El año que se inicia es el bicentenario del nacimiento de uno de los hombres públicos más admirados y a la vez más combatidos de nuestra historia: don Domingo Faustino Sarmiento.
Dependiente de almacén, lector infatigable, maestro, periodista, político, escritor, militar, diplomático, senador, gobernador de provincia y presidente de los argentinos.
Defensor de las libertades públicas y sobre todo, educador, vocación que ejerció siempre, sea cual fuere la función que le tocara desempeñar en la vida.
No hay elogios suficientes para describir a este luchador incansable.

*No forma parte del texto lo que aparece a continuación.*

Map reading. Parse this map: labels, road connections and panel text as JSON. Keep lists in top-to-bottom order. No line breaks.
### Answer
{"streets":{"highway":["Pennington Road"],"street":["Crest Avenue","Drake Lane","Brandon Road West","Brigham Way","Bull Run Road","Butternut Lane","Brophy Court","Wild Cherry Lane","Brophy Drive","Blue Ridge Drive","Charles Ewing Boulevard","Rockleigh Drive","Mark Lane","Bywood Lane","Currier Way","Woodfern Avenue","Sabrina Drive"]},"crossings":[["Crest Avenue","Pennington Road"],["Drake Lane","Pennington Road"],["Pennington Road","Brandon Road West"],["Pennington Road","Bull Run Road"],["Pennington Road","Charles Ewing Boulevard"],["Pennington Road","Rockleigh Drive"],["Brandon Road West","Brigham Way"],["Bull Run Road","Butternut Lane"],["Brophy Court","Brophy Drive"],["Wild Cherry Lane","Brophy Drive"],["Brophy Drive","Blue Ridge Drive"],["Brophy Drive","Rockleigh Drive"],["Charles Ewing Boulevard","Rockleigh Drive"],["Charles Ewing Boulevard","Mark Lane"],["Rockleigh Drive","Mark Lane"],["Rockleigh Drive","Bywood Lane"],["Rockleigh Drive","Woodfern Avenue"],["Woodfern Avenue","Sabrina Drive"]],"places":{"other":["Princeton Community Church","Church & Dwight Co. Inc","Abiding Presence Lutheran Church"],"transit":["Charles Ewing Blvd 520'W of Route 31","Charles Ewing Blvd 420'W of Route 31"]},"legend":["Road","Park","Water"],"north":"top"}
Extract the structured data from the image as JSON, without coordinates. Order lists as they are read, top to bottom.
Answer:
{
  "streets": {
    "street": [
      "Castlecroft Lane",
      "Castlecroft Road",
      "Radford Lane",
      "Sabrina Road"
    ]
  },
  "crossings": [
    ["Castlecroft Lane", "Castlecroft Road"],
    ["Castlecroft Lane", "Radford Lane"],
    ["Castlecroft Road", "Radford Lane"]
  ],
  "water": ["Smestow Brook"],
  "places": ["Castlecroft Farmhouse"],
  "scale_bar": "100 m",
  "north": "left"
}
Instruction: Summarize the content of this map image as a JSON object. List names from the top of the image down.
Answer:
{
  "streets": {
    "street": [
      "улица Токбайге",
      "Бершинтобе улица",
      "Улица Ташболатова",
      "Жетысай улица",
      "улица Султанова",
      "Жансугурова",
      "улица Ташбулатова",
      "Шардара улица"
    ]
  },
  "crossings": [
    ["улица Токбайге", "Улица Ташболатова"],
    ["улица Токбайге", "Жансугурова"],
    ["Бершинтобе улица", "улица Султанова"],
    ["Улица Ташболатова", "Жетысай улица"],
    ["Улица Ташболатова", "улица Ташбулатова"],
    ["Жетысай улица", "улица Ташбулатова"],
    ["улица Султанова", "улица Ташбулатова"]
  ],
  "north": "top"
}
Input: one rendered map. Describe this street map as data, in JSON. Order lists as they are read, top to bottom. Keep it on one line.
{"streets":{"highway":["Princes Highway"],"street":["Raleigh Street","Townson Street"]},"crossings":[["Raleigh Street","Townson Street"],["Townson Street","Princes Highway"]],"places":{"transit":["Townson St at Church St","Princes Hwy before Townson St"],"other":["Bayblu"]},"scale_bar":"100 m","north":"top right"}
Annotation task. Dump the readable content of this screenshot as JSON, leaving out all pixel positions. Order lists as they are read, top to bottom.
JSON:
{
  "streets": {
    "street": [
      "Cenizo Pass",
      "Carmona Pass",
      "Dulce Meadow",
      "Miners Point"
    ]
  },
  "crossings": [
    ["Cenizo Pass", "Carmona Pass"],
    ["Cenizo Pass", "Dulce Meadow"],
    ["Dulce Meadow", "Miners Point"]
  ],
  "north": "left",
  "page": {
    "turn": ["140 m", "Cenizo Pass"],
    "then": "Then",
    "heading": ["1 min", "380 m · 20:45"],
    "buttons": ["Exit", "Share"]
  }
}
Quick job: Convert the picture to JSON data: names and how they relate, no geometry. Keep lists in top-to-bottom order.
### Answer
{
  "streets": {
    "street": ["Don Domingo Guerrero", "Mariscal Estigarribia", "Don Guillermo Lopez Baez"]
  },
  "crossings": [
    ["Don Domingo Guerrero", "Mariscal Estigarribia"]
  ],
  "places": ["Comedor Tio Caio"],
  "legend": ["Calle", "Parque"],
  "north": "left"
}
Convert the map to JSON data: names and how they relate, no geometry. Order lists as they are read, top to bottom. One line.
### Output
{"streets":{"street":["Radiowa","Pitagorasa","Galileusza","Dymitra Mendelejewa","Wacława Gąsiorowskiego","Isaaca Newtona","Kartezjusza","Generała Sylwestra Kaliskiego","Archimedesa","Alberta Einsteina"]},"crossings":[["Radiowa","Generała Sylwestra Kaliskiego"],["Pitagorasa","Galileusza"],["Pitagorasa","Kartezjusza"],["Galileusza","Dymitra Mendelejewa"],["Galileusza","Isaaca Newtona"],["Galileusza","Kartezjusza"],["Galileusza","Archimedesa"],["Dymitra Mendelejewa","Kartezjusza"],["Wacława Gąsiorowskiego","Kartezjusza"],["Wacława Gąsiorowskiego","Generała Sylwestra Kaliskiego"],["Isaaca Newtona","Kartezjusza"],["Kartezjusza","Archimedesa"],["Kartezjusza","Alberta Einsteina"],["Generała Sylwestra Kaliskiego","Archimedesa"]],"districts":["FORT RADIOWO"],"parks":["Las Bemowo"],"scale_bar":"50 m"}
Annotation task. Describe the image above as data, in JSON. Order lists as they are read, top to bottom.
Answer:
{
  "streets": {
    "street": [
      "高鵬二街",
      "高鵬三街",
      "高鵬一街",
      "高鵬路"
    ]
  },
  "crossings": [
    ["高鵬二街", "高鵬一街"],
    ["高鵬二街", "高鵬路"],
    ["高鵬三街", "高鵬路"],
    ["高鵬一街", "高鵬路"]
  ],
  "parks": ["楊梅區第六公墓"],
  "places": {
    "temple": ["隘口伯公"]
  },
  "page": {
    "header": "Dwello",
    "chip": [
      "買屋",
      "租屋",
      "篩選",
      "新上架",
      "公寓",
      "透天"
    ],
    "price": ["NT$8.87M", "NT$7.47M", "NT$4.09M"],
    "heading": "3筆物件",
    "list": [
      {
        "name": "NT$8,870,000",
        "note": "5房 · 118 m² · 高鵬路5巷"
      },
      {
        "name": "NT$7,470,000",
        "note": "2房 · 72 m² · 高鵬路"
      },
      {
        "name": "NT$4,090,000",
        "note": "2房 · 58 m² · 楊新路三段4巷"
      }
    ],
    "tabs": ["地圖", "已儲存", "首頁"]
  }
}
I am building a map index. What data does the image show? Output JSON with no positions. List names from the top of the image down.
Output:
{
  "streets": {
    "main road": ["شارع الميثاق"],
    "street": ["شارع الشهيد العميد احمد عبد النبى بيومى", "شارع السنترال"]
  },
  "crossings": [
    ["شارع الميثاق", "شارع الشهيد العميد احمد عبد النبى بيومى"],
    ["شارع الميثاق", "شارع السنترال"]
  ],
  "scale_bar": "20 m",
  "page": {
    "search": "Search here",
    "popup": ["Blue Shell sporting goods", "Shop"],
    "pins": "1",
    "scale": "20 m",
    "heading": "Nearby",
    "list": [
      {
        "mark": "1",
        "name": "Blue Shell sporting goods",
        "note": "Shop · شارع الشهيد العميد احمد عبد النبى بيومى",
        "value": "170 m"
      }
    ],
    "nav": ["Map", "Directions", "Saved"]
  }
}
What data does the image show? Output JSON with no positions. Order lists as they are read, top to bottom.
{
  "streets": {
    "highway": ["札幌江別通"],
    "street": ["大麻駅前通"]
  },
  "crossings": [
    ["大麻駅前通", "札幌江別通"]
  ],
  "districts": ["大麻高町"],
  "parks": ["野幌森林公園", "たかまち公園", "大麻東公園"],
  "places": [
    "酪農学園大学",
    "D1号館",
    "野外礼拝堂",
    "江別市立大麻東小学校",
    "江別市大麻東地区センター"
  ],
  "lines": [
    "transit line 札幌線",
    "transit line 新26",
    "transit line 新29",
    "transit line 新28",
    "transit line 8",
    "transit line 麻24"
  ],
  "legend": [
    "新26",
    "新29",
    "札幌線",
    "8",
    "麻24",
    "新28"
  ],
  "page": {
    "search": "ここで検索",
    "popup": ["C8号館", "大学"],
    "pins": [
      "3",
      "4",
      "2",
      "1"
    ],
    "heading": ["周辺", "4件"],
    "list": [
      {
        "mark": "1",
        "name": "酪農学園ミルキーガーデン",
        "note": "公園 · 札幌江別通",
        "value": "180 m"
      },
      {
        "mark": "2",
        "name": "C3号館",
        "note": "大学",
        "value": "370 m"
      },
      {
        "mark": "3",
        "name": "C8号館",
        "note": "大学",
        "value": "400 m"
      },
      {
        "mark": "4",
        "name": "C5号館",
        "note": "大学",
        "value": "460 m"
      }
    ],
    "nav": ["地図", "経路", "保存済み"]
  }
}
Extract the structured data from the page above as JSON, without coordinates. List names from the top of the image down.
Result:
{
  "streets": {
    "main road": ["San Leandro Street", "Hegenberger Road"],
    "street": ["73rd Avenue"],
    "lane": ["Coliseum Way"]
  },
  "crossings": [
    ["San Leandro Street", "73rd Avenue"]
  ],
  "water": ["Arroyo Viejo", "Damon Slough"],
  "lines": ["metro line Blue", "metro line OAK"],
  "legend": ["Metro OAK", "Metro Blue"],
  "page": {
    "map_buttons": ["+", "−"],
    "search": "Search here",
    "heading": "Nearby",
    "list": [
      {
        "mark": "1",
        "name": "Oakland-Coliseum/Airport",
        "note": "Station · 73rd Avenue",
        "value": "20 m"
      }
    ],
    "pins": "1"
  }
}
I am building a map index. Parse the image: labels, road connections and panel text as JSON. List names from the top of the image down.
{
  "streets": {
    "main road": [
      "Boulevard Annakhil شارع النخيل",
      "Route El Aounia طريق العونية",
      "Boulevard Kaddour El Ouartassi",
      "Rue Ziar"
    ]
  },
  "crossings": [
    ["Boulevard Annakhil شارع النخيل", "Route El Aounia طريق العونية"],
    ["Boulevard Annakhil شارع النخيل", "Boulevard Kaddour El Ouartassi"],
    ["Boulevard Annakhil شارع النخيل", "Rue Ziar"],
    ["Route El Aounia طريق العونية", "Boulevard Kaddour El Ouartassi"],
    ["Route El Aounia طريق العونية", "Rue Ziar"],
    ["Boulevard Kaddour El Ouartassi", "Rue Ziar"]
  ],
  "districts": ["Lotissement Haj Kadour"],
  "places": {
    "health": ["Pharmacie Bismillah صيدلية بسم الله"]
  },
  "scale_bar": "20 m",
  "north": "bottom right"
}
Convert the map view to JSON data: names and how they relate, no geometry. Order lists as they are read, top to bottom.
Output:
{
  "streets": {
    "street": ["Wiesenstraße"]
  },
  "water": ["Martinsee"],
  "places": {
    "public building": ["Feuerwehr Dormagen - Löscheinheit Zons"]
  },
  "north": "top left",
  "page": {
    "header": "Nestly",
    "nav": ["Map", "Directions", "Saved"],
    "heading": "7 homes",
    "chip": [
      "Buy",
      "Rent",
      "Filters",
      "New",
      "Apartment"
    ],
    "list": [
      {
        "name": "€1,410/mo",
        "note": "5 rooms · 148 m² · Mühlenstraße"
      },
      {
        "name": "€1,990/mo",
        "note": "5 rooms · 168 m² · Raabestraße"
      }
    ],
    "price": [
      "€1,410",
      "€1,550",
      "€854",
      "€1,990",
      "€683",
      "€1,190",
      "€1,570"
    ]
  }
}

Pero si hay algo que resaltar como ejemplo, a las puertas del bicentenario de su natalicio, es el profundo amor por su patria, a la que sirvió, como dice el himno que lo recuerda, con la espada, con la pluma y la palabra.
Por ello, sin duda debiera ser considerado como el modelo insuperable al que debiéramos mirar todos los argentinos, especialmente aquellos que se dedican a la política.
Sarmiento fue una de esos personajes cuya trayectoria nos enseña que a la gente no se la debe juzgar por lo que dice, sino por lo que hace.
Esto es especialmente oportuno resaltarlo hoy, entre nosotros, donde los debates de ideas no existen en absoluto y las reyertas políticas suelen esconder intereses mezquinos.
El Sarmiento verbal lo mostraba como un hombre bien plantado pero altanero, excesivamente espontáneo y hasta desmedido cuando se trataba de combatir la ignorancia.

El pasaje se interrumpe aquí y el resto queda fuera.